WHAT YOU WILL DO: Whichever lines include the word "controls", copy them as they appear in the data.

PROVIDED DATA:

◇ ◇ ◇

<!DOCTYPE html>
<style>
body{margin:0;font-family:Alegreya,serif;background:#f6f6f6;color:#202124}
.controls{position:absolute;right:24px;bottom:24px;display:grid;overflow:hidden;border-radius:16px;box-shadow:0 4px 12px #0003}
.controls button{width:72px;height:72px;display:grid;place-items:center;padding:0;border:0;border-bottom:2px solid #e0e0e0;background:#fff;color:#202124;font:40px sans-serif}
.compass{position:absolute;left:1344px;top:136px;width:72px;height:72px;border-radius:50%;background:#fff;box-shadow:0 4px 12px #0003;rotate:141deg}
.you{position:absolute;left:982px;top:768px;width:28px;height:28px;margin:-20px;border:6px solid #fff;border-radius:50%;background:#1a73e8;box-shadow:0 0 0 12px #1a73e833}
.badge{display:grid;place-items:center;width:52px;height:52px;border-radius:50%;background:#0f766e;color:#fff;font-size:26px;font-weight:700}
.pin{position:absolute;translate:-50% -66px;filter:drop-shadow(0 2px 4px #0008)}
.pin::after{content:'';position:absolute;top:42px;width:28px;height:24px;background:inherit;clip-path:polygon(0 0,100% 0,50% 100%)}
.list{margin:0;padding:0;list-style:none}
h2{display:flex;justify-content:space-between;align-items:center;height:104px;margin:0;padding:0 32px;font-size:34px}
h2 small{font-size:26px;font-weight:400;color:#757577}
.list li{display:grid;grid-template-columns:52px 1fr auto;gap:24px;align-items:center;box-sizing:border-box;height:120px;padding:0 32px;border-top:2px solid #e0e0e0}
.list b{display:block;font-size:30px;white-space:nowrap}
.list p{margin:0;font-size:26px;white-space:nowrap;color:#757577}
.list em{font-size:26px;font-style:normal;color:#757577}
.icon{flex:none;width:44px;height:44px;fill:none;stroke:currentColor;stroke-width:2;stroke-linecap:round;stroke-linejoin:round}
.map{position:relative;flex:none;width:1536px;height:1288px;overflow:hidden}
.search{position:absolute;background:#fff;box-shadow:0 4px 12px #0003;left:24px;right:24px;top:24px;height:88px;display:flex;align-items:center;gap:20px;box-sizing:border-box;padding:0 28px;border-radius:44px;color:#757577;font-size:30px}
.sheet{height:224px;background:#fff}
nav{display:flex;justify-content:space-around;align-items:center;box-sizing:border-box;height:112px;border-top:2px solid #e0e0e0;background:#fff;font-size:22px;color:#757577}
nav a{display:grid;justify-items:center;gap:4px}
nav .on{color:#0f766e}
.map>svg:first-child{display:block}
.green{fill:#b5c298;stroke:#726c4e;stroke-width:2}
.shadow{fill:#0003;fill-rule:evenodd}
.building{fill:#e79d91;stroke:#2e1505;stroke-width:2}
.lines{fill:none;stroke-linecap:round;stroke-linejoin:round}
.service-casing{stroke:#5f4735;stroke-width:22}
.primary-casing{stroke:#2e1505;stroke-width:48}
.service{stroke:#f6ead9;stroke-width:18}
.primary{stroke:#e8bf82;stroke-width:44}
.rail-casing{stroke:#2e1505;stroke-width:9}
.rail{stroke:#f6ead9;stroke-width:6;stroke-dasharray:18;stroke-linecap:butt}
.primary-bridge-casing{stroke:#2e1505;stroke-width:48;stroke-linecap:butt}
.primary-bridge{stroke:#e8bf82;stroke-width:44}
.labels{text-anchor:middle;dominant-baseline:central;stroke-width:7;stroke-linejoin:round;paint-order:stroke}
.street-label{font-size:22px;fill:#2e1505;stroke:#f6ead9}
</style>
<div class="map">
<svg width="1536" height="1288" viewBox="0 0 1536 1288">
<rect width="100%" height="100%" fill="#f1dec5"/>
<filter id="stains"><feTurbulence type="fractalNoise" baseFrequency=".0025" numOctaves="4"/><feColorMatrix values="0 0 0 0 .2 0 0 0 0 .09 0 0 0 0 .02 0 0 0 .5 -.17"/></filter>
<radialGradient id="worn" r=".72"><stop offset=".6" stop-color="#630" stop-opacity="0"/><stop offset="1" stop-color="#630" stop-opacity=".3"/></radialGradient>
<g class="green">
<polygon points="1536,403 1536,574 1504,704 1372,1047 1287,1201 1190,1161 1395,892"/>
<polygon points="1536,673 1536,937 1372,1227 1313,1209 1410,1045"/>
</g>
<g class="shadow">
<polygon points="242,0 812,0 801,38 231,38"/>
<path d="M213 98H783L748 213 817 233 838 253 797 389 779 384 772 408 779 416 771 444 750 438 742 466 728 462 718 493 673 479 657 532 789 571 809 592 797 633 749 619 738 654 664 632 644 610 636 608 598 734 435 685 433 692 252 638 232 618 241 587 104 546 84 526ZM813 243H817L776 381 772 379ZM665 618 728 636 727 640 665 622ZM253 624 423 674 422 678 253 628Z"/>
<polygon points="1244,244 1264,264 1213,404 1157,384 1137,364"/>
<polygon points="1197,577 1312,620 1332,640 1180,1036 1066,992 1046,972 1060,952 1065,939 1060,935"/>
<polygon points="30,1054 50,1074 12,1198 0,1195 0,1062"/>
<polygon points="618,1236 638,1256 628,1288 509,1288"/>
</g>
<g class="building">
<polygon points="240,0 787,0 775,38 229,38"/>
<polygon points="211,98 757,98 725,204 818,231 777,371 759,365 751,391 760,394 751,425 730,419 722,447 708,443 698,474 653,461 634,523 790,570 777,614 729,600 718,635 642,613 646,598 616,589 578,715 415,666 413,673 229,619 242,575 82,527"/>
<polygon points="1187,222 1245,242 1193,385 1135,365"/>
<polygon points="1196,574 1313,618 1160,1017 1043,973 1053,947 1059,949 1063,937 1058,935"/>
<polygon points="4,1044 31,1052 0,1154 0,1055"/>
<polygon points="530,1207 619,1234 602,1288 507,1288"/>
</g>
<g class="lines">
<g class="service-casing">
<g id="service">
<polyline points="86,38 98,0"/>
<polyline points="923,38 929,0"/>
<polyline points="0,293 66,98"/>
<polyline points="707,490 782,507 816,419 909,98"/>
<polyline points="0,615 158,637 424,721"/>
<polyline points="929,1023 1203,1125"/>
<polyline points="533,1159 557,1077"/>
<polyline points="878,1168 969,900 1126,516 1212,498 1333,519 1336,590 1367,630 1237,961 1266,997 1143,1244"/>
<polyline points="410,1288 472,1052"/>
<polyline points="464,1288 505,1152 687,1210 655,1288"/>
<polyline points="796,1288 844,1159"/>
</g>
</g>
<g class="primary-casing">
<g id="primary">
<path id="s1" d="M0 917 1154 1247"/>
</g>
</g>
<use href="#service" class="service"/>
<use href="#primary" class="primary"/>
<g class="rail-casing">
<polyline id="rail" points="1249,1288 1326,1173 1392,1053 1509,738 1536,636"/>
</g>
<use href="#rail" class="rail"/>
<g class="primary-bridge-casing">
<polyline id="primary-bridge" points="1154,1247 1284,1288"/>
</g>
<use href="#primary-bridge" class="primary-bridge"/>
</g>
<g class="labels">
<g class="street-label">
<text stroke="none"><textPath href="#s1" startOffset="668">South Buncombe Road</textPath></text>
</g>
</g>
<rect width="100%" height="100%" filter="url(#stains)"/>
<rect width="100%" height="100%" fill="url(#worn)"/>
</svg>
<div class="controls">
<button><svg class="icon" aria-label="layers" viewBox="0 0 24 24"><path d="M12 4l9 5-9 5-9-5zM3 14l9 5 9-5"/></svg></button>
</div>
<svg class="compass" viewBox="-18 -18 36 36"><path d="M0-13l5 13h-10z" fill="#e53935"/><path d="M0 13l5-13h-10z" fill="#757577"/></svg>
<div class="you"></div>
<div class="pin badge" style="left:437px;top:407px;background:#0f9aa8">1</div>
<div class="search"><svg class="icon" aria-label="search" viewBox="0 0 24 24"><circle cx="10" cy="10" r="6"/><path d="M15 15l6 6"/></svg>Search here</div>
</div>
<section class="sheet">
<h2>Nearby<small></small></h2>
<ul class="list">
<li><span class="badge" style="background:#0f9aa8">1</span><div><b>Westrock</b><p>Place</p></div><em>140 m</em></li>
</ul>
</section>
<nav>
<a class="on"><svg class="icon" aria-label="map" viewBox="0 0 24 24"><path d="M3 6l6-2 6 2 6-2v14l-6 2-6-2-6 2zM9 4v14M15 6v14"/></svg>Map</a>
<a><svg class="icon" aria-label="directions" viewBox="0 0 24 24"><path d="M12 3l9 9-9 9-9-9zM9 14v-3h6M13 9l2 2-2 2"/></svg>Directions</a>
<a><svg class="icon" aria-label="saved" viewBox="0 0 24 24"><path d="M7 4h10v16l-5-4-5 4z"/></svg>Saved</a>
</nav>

◇ ◇ ◇

RESPONSE BOX:
.controls{position:absolute;right:24px;bottom:24px;display:grid;overflow:hidden;border-radius:16px;box-shadow:0 4px 12px #0003}
.controls button{width:72px;height:72px;display:grid;place-items:center;padding:0;border:0;border-bottom:2px solid #e0e0e0;background:#fff;color:#202124;font:40px sans-serif}
<div class="controls">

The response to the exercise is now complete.